▶ _AVAILABLE DATA_
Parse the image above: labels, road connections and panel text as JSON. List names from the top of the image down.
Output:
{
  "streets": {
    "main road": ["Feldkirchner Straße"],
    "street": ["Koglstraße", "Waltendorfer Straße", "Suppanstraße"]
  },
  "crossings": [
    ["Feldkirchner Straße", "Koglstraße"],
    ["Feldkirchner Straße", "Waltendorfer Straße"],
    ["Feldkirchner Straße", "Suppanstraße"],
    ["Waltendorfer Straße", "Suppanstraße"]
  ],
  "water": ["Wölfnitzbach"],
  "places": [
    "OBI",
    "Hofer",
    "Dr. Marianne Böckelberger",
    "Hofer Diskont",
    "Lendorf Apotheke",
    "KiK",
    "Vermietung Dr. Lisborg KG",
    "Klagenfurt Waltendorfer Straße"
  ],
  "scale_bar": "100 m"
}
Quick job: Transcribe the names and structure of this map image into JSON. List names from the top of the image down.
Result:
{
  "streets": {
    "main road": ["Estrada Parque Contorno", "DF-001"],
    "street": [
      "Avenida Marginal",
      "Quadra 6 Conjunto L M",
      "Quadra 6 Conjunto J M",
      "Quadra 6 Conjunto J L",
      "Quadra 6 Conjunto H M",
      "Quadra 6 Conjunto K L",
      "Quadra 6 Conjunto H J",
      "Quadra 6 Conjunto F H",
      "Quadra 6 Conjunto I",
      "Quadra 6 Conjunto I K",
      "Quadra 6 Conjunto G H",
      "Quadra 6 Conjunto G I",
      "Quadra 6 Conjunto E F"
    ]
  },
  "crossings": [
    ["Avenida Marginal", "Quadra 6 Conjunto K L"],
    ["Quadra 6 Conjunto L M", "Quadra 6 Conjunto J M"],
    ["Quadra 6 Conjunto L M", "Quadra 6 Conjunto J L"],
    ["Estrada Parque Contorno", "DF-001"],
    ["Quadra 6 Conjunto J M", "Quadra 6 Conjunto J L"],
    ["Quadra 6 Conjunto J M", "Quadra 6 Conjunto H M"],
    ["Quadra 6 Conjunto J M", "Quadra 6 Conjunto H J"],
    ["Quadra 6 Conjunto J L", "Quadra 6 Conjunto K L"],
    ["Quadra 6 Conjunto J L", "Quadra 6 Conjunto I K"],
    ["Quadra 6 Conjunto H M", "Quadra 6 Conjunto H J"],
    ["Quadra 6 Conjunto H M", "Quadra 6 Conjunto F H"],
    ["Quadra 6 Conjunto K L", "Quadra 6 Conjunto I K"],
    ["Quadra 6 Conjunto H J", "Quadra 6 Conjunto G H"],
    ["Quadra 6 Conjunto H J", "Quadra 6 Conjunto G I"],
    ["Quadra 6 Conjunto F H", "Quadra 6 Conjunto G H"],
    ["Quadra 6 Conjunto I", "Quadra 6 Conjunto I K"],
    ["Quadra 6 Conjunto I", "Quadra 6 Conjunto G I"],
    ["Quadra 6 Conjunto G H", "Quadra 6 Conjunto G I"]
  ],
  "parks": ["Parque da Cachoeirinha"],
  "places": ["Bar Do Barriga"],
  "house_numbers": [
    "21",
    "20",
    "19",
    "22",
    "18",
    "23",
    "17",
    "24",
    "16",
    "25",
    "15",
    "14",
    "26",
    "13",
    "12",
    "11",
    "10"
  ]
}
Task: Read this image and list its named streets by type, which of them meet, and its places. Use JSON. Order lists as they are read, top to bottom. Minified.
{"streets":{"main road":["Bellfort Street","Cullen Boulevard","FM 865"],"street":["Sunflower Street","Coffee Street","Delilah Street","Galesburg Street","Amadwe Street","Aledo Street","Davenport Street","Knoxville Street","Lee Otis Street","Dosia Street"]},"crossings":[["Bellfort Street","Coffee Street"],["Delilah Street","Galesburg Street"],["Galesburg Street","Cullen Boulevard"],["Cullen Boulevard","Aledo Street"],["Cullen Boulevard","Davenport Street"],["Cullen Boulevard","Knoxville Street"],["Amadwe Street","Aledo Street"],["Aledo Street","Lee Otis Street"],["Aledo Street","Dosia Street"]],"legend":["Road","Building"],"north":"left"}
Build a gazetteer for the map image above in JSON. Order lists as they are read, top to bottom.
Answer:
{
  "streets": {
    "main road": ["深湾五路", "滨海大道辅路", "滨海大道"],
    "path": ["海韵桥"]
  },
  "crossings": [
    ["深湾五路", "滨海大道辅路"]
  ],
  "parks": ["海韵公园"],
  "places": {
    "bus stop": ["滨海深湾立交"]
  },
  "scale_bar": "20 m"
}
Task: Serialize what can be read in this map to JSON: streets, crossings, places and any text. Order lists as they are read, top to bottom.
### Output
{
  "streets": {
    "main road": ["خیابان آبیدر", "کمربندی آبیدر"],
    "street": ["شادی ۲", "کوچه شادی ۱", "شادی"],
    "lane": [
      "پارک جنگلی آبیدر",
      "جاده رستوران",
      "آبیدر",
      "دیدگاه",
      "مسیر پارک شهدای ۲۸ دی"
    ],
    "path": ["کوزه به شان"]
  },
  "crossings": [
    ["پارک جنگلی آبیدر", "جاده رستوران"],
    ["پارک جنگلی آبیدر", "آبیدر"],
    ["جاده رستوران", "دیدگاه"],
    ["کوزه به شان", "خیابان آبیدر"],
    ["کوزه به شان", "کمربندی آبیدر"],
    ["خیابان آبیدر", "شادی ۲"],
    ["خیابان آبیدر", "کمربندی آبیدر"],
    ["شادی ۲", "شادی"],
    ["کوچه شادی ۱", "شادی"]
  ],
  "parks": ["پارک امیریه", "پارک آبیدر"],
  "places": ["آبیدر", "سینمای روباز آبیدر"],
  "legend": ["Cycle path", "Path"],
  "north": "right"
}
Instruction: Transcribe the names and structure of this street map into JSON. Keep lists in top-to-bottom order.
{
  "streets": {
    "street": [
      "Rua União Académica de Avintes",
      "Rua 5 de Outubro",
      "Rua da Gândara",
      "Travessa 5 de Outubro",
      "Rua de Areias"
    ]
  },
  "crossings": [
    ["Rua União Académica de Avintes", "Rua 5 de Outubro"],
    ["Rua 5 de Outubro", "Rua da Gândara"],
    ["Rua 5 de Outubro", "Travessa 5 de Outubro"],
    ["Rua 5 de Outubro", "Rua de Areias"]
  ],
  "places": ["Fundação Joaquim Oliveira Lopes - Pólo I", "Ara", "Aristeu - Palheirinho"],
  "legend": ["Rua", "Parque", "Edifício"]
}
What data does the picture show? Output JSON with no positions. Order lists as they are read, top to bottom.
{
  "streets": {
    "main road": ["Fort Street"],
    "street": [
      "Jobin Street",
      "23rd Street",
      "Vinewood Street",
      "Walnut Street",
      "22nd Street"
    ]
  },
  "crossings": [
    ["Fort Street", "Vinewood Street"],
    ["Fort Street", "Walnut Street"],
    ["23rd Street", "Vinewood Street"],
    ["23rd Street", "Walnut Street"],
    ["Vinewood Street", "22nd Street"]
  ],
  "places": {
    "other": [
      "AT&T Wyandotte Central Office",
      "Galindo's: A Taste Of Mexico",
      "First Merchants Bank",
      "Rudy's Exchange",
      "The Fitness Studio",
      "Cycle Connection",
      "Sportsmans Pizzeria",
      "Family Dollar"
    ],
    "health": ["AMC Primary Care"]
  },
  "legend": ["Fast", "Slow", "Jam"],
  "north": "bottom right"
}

▶ _WHAT THE TASK REQUIRES_
Your answer should be the full set of records, printed exactly.

▶ _SOLUTION FOR THIS TASK_
Parse the image above: labels, road connections and panel text as JSON. List names from the top of the image down.
Output:
{
  "streets": {
    "main road": ["Feldkirchner Straße"],
    "street": ["Koglstraße", "Waltendorfer Straße", "Suppanstraße"]
  },
  "crossings": [
    ["Feldkirchner Straße", "Koglstraße"],
    ["Feldkirchner Straße", "Waltendorfer Straße"],
    ["Feldkirchner Straße", "Suppanstraße"],
    ["Waltendorfer Straße", "Suppanstraße"]
  ],
  "water": ["Wölfnitzbach"],
  "places": [
    "OBI",
    "Hofer",
    "Dr. Marianne Böckelberger",
    "Hofer Diskont",
    "Lendorf Apotheke",
    "KiK",
    "Vermietung Dr. Lisborg KG",
    "Klagenfurt Waltendorfer Straße"
  ],
  "scale_bar": "100 m"
}
Quick job: Transcribe the names and structure of this map image into JSON. List names from the top of the image down.
Result:
{
  "streets": {
    "main road": ["Estrada Parque Contorno", "DF-001"],
    "street": [
      "Avenida Marginal",
      "Quadra 6 Conjunto L M",
      "Quadra 6 Conjunto J M",
      "Quadra 6 Conjunto J L",
      "Quadra 6 Conjunto H M",
      "Quadra 6 Conjunto K L",
      "Quadra 6 Conjunto H J",
      "Quadra 6 Conjunto F H",
      "Quadra 6 Conjunto I",
      "Quadra 6 Conjunto I K",
      "Quadra 6 Conjunto G H",
      "Quadra 6 Conjunto G I",
      "Quadra 6 Conjunto E F"
    ]
  },
  "crossings": [
    ["Avenida Marginal", "Quadra 6 Conjunto K L"],
    ["Quadra 6 Conjunto L M", "Quadra 6 Conjunto J M"],
    ["Quadra 6 Conjunto L M", "Quadra 6 Conjunto J L"],
    ["Estrada Parque Contorno", "DF-001"],
    ["Quadra 6 Conjunto J M", "Quadra 6 Conjunto J L"],
    ["Quadra 6 Conjunto J M", "Quadra 6 Conjunto H M"],
    ["Quadra 6 Conjunto J M", "Quadra 6 Conjunto H J"],
    ["Quadra 6 Conjunto J L", "Quadra 6 Conjunto K L"],
    ["Quadra 6 Conjunto J L", "Quadra 6 Conjunto I K"],
    ["Quadra 6 Conjunto H M", "Quadra 6 Conjunto H J"],
    ["Quadra 6 Conjunto H M", "Quadra 6 Conjunto F H"],
    ["Quadra 6 Conjunto K L", "Quadra 6 Conjunto I K"],
    ["Quadra 6 Conjunto H J", "Quadra 6 Conjunto G H"],
    ["Quadra 6 Conjunto H J", "Quadra 6 Conjunto G I"],
    ["Quadra 6 Conjunto F H", "Quadra 6 Conjunto G H"],
    ["Quadra 6 Conjunto I", "Quadra 6 Conjunto I K"],
    ["Quadra 6 Conjunto I", "Quadra 6 Conjunto G I"],
    ["Quadra 6 Conjunto G H", "Quadra 6 Conjunto G I"]
  ],
  "parks": ["Parque da Cachoeirinha"],
  "places": ["Bar Do Barriga"],
  "house_numbers": [
    "21",
    "20",
    "19",
    "22",
    "18",
    "23",
    "17",
    "24",
    "16",
    "25",
    "15",
    "14",
    "26",
    "13",
    "12",
    "11",
    "10"
  ]
}
Task: Read this image and list its named streets by type, which of them meet, and its places. Use JSON. Order lists as they are read, top to bottom. Minified.
{"streets":{"main road":["Bellfort Street","Cullen Boulevard","FM 865"],"street":["Sunflower Street","Coffee Street","Delilah Street","Galesburg Street","Amadwe Street","Aledo Street","Davenport Street","Knoxville Street","Lee Otis Street","Dosia Street"]},"crossings":[["Bellfort Street","Coffee Street"],["Delilah Street","Galesburg Street"],["Galesburg Street","Cullen Boulevard"],["Cullen Boulevard","Aledo Street"],["Cullen Boulevard","Davenport Street"],["Cullen Boulevard","Knoxville Street"],["Amadwe Street","Aledo Street"],["Aledo Street","Lee Otis Street"],["Aledo Street","Dosia Street"]],"legend":["Road","Building"],"north":"left"}
Build a gazetteer for the map image above in JSON. Order lists as they are read, top to bottom.
Answer:
{
  "streets": {
    "main road": ["深湾五路", "滨海大道辅路", "滨海大道"],
    "path": ["海韵桥"]
  },
  "crossings": [
    ["深湾五路", "滨海大道辅路"]
  ],
  "parks": ["海韵公园"],
  "places": {
    "bus stop": ["滨海深湾立交"]
  },
  "scale_bar": "20 m"
}
Task: Serialize what can be read in this map to JSON: streets, crossings, places and any text. Order lists as they are read, top to bottom.
### Output
{
  "streets": {
    "main road": ["خیابان آبیدر", "کمربندی آبیدر"],
    "street": ["شادی ۲", "کوچه شادی ۱", "شادی"],
    "lane": [
      "پارک جنگلی آبیدر",
      "جاده رستوران",
      "آبیدر",
      "دیدگاه",
      "مسیر پارک شهدای ۲۸ دی"
    ],
    "path": ["کوزه به شان"]
  },
  "crossings": [
    ["پارک جنگلی آبیدر", "جاده رستوران"],
    ["پارک جنگلی آبیدر", "آبیدر"],
    ["جاده رستوران", "دیدگاه"],
    ["کوزه به شان", "خیابان آبیدر"],
    ["کوزه به شان", "کمربندی آبیدر"],
    ["خیابان آبیدر", "شادی ۲"],
    ["خیابان آبیدر", "کمربندی آبیدر"],
    ["شادی ۲", "شادی"],
    ["کوچه شادی ۱", "شادی"]
  ],
  "parks": ["پارک امیریه", "پارک آبیدر"],
  "places": ["آبیدر", "سینمای روباز آبیدر"],
  "legend": ["Cycle path", "Path"],
  "north": "right"
}
Instruction: Transcribe the names and structure of this street map into JSON. Keep lists in top-to-bottom order.
{
  "streets": {
    "street": [
      "Rua União Académica de Avintes",
      "Rua 5 de Outubro",
      "Rua da Gândara",
      "Travessa 5 de Outubro",
      "Rua de Areias"
    ]
  },
  "crossings": [
    ["Rua União Académica de Avintes", "Rua 5 de Outubro"],
    ["Rua 5 de Outubro", "Rua da Gândara"],
    ["Rua 5 de Outubro", "Travessa 5 de Outubro"],
    ["Rua 5 de Outubro", "Rua de Areias"]
  ],
  "places": ["Fundação Joaquim Oliveira Lopes - Pólo I", "Ara", "Aristeu - Palheirinho"],
  "legend": ["Rua", "Parque", "Edifício"]
}
What data does the picture show? Output JSON with no positions. Order lists as they are read, top to bottom.
{
  "streets": {
    "main road": ["Fort Street"],
    "street": [
      "Jobin Street",
      "23rd Street",
      "Vinewood Street",
      "Walnut Street",
      "22nd Street"
    ]
  },
  "crossings": [
    ["Fort Street", "Vinewood Street"],
    ["Fort Street", "Walnut Street"],
    ["23rd Street", "Vinewood Street"],
    ["23rd Street", "Walnut Street"],
    ["Vinewood Street", "22nd Street"]
  ],
  "places": {
    "other": [
      "AT&T Wyandotte Central Office",
      "Galindo's: A Taste Of Mexico",
      "First Merchants Bank",
      "Rudy's Exchange",
      "The Fitness Studio",
      "Cycle Connection",
      "Sportsmans Pizzeria",
      "Family Dollar"
    ],
    "health": ["AMC Primary Care"]
  },
  "legend": ["Fast", "Slow", "Jam"],
  "north": "bottom right"
}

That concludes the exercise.